RECORDS PROVIDED
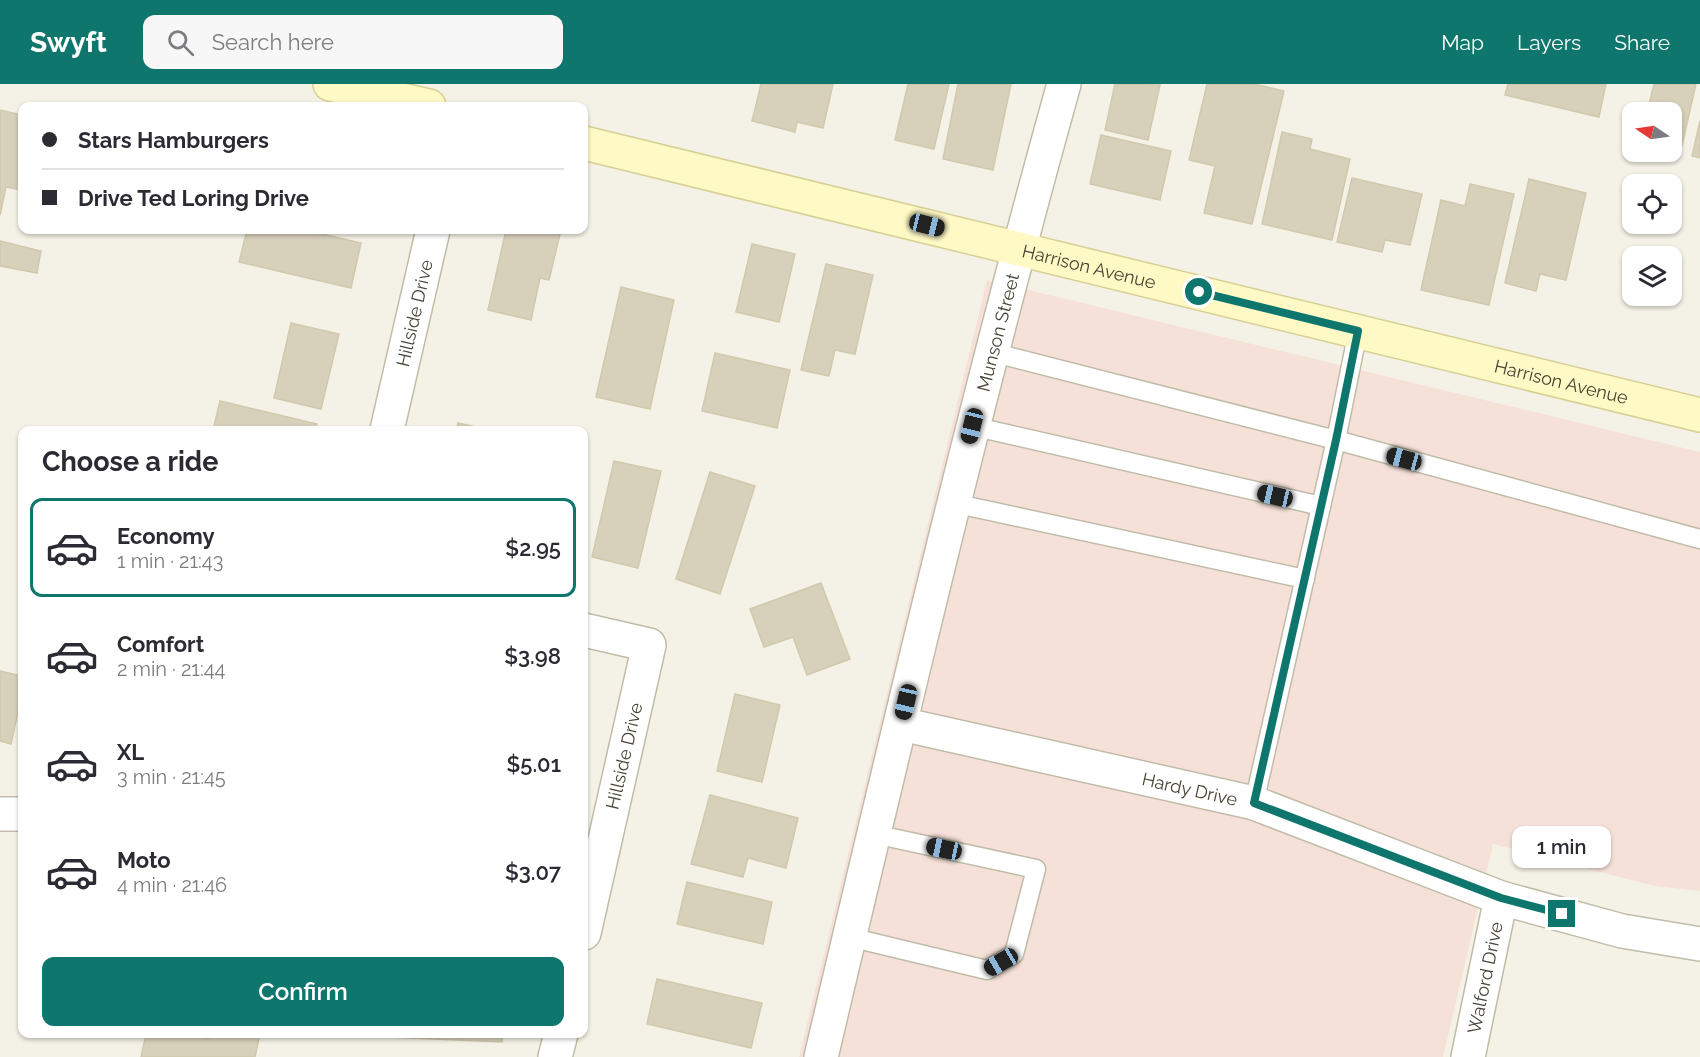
<!DOCTYPE html>
<html lang="en">
<head>
<meta charset="utf-8">
<style>
	:root { --surface:#fff; --page:#f7f7f7; --text:#2b2b33; --muted:#7c7c81; --line:#e1e1e2; --accent:#0f766e }
	body { margin:0; font-family:Raleway,sans-serif; background:var(--page); color:var(--text); height:100vh; display:flex; flex-direction:column; font-size:22px; white-space:nowrap }
	* { box-sizing:border-box; margin:0 }
	p { font-size:20px; color:var(--muted) }
	.icon { flex:none; width:33px; height:33px; fill:none; stroke:currentColor; stroke-width:2; stroke-linecap:round; stroke-linejoin:round }
	.map { position:relative; flex:1; overflow:hidden }
	.details { position:absolute; left:18px; top:342px; width:570px; height:612px; display:flex; flex-direction:column; background:var(--surface); border-radius:12px; box-shadow:0 2px 4px #0004 }
	.details>* { flex:none }
	.hud { position:absolute; left:18px; top:18px; width:570px; height:132px; border-radius:12px; box-shadow:0 2px 4px #0004; display:grid; align-content:center; height:132px; padding:0 24px; background:var(--surface) }
	.needle { width:39px; rotate:283deg }
	.tools { position:absolute; left:1622px; top:18px; display:grid; gap:12px }
	.tools a { display:grid; place-items:center; width:60px; height:60px; border-radius:12px; background:var(--surface); box-shadow:0 2px 4px #0004; font-size:30px }
	.end { position:absolute; width:27px; height:27px; margin:-14px; border:8px solid #0f766e; background:#fff; box-shadow:0 0 0 3px #fff }
	.from { border-radius:50% }
	.bubble { position:absolute; height:42px; border-radius:12px; background:var(--surface); box-shadow:0 2px 4px #0004; font-size:20px; font-weight:600; line-height:42px; text-align:center }
	.car { position:absolute; width:18px; height:36px; margin:-18px -9px; border-radius:8px; box-shadow:0 0 4px 2px #0007; background:linear-gradient(#222 24%,#8ab4d8 0 40%,#222 0 76%,#8ab4d8 0 86%,#222 0) }
	.hud b { display:flex; align-items:center; gap:21px; height:57px; font-size:22px }
	.hud b+b { border-top:2px solid var(--line) }
	.hud i { width:15px; height:15px; background:var(--text) }
	ul { padding:0; list-style:none }
	li { display:flex; align-items:center; gap:18px; height:99px; margin:0 12px 9px; padding:0 12px; border:3px solid transparent; border-radius:12px }
	li div { flex:1 }
	li b { display:block; font-size:22px }
	li em { font-style:normal; font-weight:600 }
	li.selected { border-color:var(--accent) }
	li>.icon { width:54px; height:54px; stroke-width:1.5 }
	h2 { padding:0 24px; font-size:27px; line-height:72px }
	.primary-button { display:flex; gap:12px; margin-top:auto; padding:12px 24px }
	.primary-button a { flex:1; height:69px; border-radius:12px; background:var(--accent); color:#fff; font-size:24px; font-weight:600; line-height:69px; text-align:center }
	header { display:flex; align-items:center; gap:36px; box-sizing:border-box; height:84px; padding:0 30px; background:var(--accent); color:#fff }
	header strong { font-size:28px }
	nav { display:flex; gap:33px; margin-inline-start:auto; font-size:21px }
	.search { width:420px; height:54px; background:var(--page); display:flex; align-items:center; gap:15px; box-sizing:border-box; padding:0 21px; border-radius:12px; color:var(--muted); font-size:22px }
	.map>svg:first-child { display:block }
	.medical { fill:#f6e1d9 }
	.building { fill:#d7d0bb; stroke:#d2c9ad; stroke-width:1.5 }
	.lines { fill:none; stroke-linecap:round; stroke-linejoin:round }
	.service-casing { stroke:#c1bca8; stroke-width:21 }
	.minor-casing { stroke:#c1bca8; stroke-width:36 }
	.secondary-casing { stroke:#d8cf93; stroke-width:36 }
	.service { stroke:#fff; stroke-width:18 }
	.minor { stroke:#fff; stroke-width:33 }
	.secondary { stroke:#fff9c6; stroke-width:33 }
	.route { stroke:#0f766e; stroke-width:8 }
	.labels { text-anchor:middle; dominant-baseline:central; stroke-width:4.5; stroke-linejoin:round; paint-order:stroke }
	.street-label { font-size:18px; fill:#484335; stroke:#fff }
</style>
</head>
<body>
<header>
<strong>Swyft</strong>
<div class="search"><svg class="icon" aria-label="search" viewBox="0 0 24 24"><circle cx="10" cy="10" r="6"/><path d="M15 15l6 6"/></svg>Search here</div>
<nav><a>Map</a><a>Layers</a><a>Share</a></nav>
</header>
<div class="map">
<svg width="1700" height="973" viewBox="0 0 1700 973">
	<rect width="100%" height="100%" fill="#f4f2e6"/>
	<path class="medical" d="M 987,196 L 1700,368 L 1700,807 L 1654,802 L 1493,760 L 1443,973 L 799,973 Z"/>
	<g class="building">
		<path d="M 761,0 L 833,0 L 823,44 L 797,38 L 795,48 L 752,37 Z"/>
		<path d="M 908,0 L 949,0 L 934,65 L 895,56 Z"/>
		<path d="M 958,0 L 1011,0 L 993,86 L 943,75 Z"/>
		<path d="M 1115,0 L 1160,1 L 1148,56 L 1105,46 Z"/>
		<path d="M 1207,0 L 1254,0 L 1284,7 L 1252,140 L 1204,129 L 1215,82 L 1189,76 Z"/>
		<path d="M 1508,0 L 1606,0 L 1599,33 L 1505,11 Z"/>
		<path d="M 1654,0 L 1696,0 L 1682,61 L 1671,58 L 1671,28 L 1647,28 Z"/>
		<path d="M 0,26 L 22,31 L 22,106 L 6,103 L 0,131 Z"/>
		<path d="M 1700,37 L 1700,74 L 1692,72 Z"/>
		<path d="M 1282,48 L 1312,55 L 1310,65 L 1350,75 L 1332,156 L 1262,140 Z"/>
		<path d="M 1101,51 L 1171,67 L 1160,116 L 1090,100 Z"/>
		<path d="M 1352,94 L 1422,110 L 1410,161 L 1385,156 L 1382,168 L 1337,158 Z"/>
		<path d="M 1529,95 L 1586,109 L 1566,196 L 1540,190 L 1536,207 L 1505,199 Z"/>
		<path d="M 1470,100 L 1514,110 L 1489,221 L 1421,206 L 1441,116 L 1465,122 Z"/>
		<path d="M 247,146 L 305,146 L 361,159 L 351,204 L 239,178 Z"/>
		<path d="M 506,146 L 561,146 L 549,196 L 540,194 L 531,236 L 488,226 Z"/>
		<path d="M 0,157 L 41,167 L 37,189 L 0,182 Z"/>
		<path d="M 752,160 L 795,170 L 779,238 L 736,228 Z"/>
		<path d="M 826,180 L 873,191 L 855,270 L 835,266 L 829,292 L 801,286 Z"/>
		<path d="M 621,203 L 674,216 L 650,325 L 596,313 Z"/>
		<path d="M 291,239 L 339,250 L 321,325 L 274,314 Z"/>
		<path d="M 715,269 L 790,286 L 777,344 L 702,327 Z"/>
		<path d="M 220,317 L 317,340 L 315,346 L 213,346 Z"/>
		<path d="M 458,339 L 489,346 L 456,346 Z"/>
		<path d="M 614,377 L 661,387 L 638,484 L 592,473 Z"/>
		<path d="M 710,388 L 755,402 L 720,510 L 676,495 Z"/>
		<path d="M 821,499 L 850,575 L 807,591 L 793,553 L 764,563 L 750,525 Z"/>
		<path d="M 0,587 L 22,592 L 22,610 L 11,660 L 0,657 Z"/>
		<path d="M 735,610 L 780,621 L 762,698 L 717,687 Z"/>
		<path d="M 710,711 L 798,734 L 786,784 L 748,774 L 743,793 L 691,780 Z"/>
		<path d="M 687,798 L 772,818 L 763,860 L 677,840 Z"/>
		<path d="M 657,895 L 762,919 L 751,964 L 647,940 Z"/>
		<path d="M 146,950 L 184,950 L 209,955 L 210,950 L 260,950 L 255,973 L 141,973 Z"/>
		<path d="M 389,950 L 503,950 L 502,958 L 388,953 Z"/>
	</g>
	<g class="lines">
		<defs>
			<g id="service">
				<path d="M 991,268 L 1336,356 L 1700,455"/>
				<path d="M 972,342 L 1321,422"/>
				<path d="M 953,419 L 1305,495"/>
				<path d="M 1254,719 L 1336,356 L 1358,247"/>
				<path d="M 849,853 L 987,886 L 1014,870 L 1036,785 L 874,750"/>
			</g>
			<g id="minor">
				<path id="s1" d="M 387,346 L 433,146"/>
				<path d="M 584,546 L 649,561 L 584,849"/>
				<path id="s2" d="M 901,640 L 1254,719 L 1501,814 L 1622,847 L 1700,860"/>
				<path d="M 0,730 L 22,730"/>
				<path d="M 555,973 L 561,950"/>
				<path id="s3" d="M 821,973 C 898,647 974,322 1064,0"/>
				<path id="s4" d="M 1468,973 L 1501,814"/>
			</g>
			<g id="secondary">
				<path d="M 330,0 L 429,22"/>
				<path id="s5" d="M 584,59 L 1700,331"/>
			</g>
		</defs>
		<use href="#service" class="service-casing"/>
		<use href="#minor" class="minor-casing"/>
		<use href="#secondary" class="secondary-casing"/>
		<use href="#service" class="service"/>
		<use href="#minor" class="minor"/>
		<use href="#secondary" class="secondary"/>
	</g>
	<g class="lines">
		<path class="route" d="M 1199,208 L 1358,247 L 1336,356 L 1254,719 L 1501,814 L 1562,830"/>
	</g>
	<g class="labels">
		<g class="street-label">
			<text stroke="none"><textPath href="#s5" startOffset="520">Harrison Avenue</textPath></text>
			<text stroke="none"><textPath href="#s1" startOffset="120">Hillside Drive</textPath></text>
			<text stroke="none"><textPath href="#s3" startOffset="746">Munson Street</textPath></text>
			<text stroke="none"><textPath href="#s5" startOffset="1006">Harrison Avenue</textPath></text>
			<text transform="translate(624 672) rotate(-77)">Hillside Drive</text>
			<text stroke="none"><textPath href="#s2" startOffset="296">Hardy Drive</textPath></text>
			<text stroke="none"><textPath href="#s4" startOffset="81">Walford Drive</textPath></text>
		</g>
	</g>
</svg>
<div class="tools">
<a><svg class="needle" viewBox="-14 -14 28 28"><path d="M0-13l5 13h-10z" fill="#e53935"/><path d="M0 13l5-13h-10z" fill="#7c7c81"/></svg></a>
<a><svg class="icon" aria-label="locate" viewBox="0 0 24 24"><circle cx="12" cy="12" r="6"/><path d="M12 2v4M12 18v4M2 12h4M18 12h4"/></svg></a>
<a><svg class="icon" aria-label="layers" viewBox="0 0 24 24"><path d="M12 4l9 5-9 5-9-5zM3 14l9 5 9-5"/></svg></a>
</div>
<i class="end from" style="left:1199px;top:208px"></i>
<i class="end" style="left:1562px;top:830px"></i>
<div class="bubble" style="left:1512px;top:742px;width:99px">1 min</div>
<i class="car" style="left:927px;top:141px;rotate:104deg"></i>
<i class="car" style="left:972px;top:342px;rotate:194deg"></i>
<i class="car" style="left:1404px;top:375px;rotate:285deg"></i>
<i class="car" style="left:1275px;top:412px;rotate:283deg"></i>
<i class="car" style="left:906px;top:618px;rotate:193deg"></i>
<i class="car" style="left:944px;top:765px;rotate:282deg"></i>
<i class="car" style="left:1001px;top:878px;rotate:240deg"></i>
<div class="hud">
<b><i class="from"></i>Stars Hamburgers</b>
<b><i></i>Drive Ted Loring Drive</b>
</div>
<section class="details">
<h2>Choose a ride</h2>
<ul>
<li class="selected"><svg class="icon" aria-label="car" viewBox="0 0 24 24"><path d="M5 17H2v-5l4-1 3-4h7l3 4 3 1v5h-3M9 17h6M6 11h13"/><circle cx="7" cy="17" r="2"/><circle cx="17" cy="17" r="2"/></svg><div><b>Economy</b><p>1 min · 21:43</p></div><em>$2.95</em></li>
<li><svg class="icon" aria-label="car" viewBox="0 0 24 24"><path d="M5 17H2v-5l4-1 3-4h7l3 4 3 1v5h-3M9 17h6M6 11h13"/><circle cx="7" cy="17" r="2"/><circle cx="17" cy="17" r="2"/></svg><div><b>Comfort</b><p>2 min · 21:44</p></div><em>$3.98</em></li>
<li><svg class="icon" aria-label="car" viewBox="0 0 24 24"><path d="M5 17H2v-5l4-1 3-4h7l3 4 3 1v5h-3M9 17h6M6 11h13"/><circle cx="7" cy="17" r="2"/><circle cx="17" cy="17" r="2"/></svg><div><b>XL</b><p>3 min · 21:45</p></div><em>$5.01</em></li>
<li><svg class="icon" aria-label="car" viewBox="0 0 24 24"><path d="M5 17H2v-5l4-1 3-4h7l3 4 3 1v5h-3M9 17h6M6 11h13"/><circle cx="7" cy="17" r="2"/><circle cx="17" cy="17" r="2"/></svg><div><b>Moto</b><p>4 min · 21:46</p></div><em>$3.07</em></li>
</ul>
<div class="primary-button"><a>Confirm</a></div>
</section>
</div>
</body>
</html>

DESCRIPTION OF THE TASK
The answer must consist solely of the lines from the first line of the records through the line containing "position:relative; flex:1; overflow:hidden", reproduced exactly and without the pictures.

OUTPUT OF THE EXERCISE
<!DOCTYPE html>
<html lang="en">
<head>
<meta charset="utf-8">
<style>
	:root { --surface:#fff; --page:#f7f7f7; --text:#2b2b33; --muted:#7c7c81; --line:#e1e1e2; --accent:#0f766e }
	body { margin:0; font-family:Raleway,sans-serif; background:var(--page); color:var(--text); height:100vh; display:flex; flex-direction:column; font-size:22px; white-space:nowrap }
	* { box-sizing:border-box; margin:0 }
	p { font-size:20px; color:var(--muted) }
	.icon { flex:none; width:33px; height:33px; fill:none; stroke:currentColor; stroke-width:2; stroke-linecap:round; stroke-linejoin:round }
	.map { position:relative; flex:1; overflow:hidden }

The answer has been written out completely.